TASK DESCRIPTION:
Send each entry back exactly as given, pictures excluded.
"""
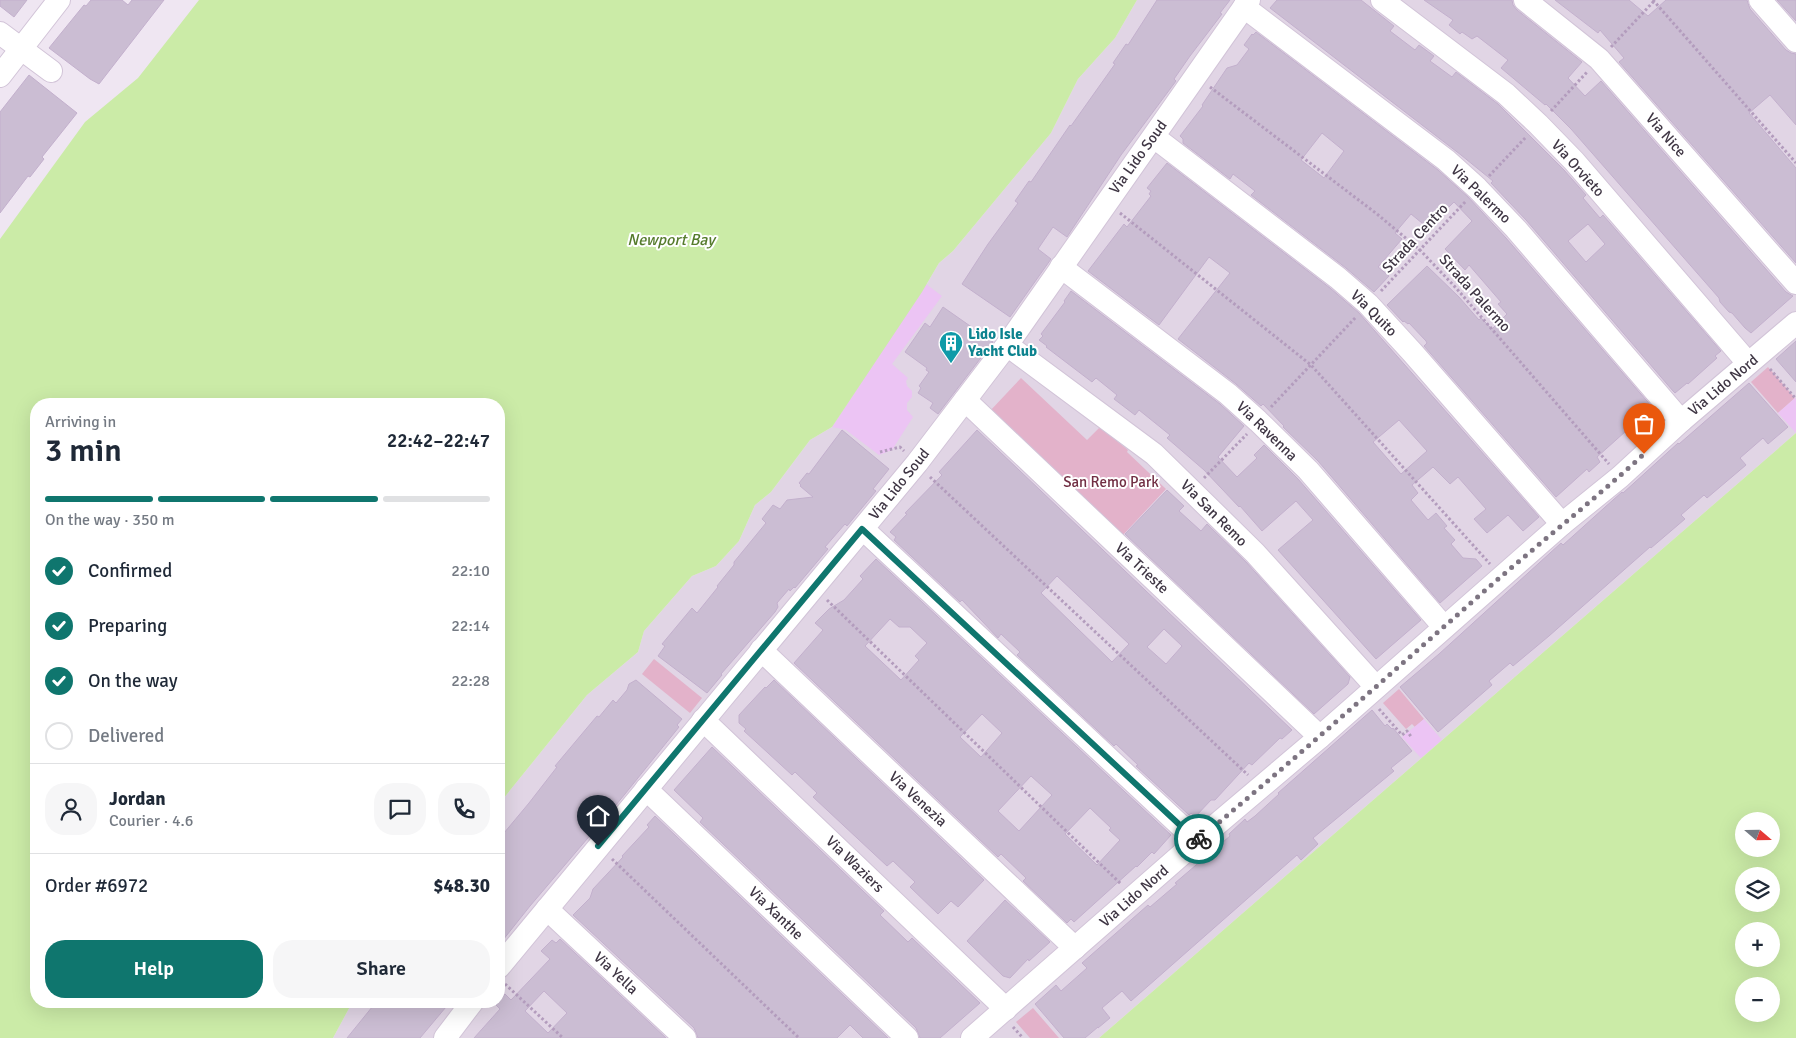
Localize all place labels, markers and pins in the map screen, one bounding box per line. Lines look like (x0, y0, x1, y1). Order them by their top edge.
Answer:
place label: Lido Isle Yacht Club (967, 325, 1037, 360)
building icon: Lido Isle Yacht Club (938, 330, 964, 364)
pin (1623, 403, 1665, 454)
pin (577, 795, 619, 846)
"""
SOLUTION:
Localize all place labels, markers and pins in the map screen, one bounding box per line. Lines look like (x0, y0, x1, y1). Order them by their top edge.
Answer:
place label: Lido Isle Yacht Club (967, 325, 1037, 360)
building icon: Lido Isle Yacht Club (938, 330, 964, 364)
pin (1623, 403, 1665, 454)
pin (577, 795, 619, 846)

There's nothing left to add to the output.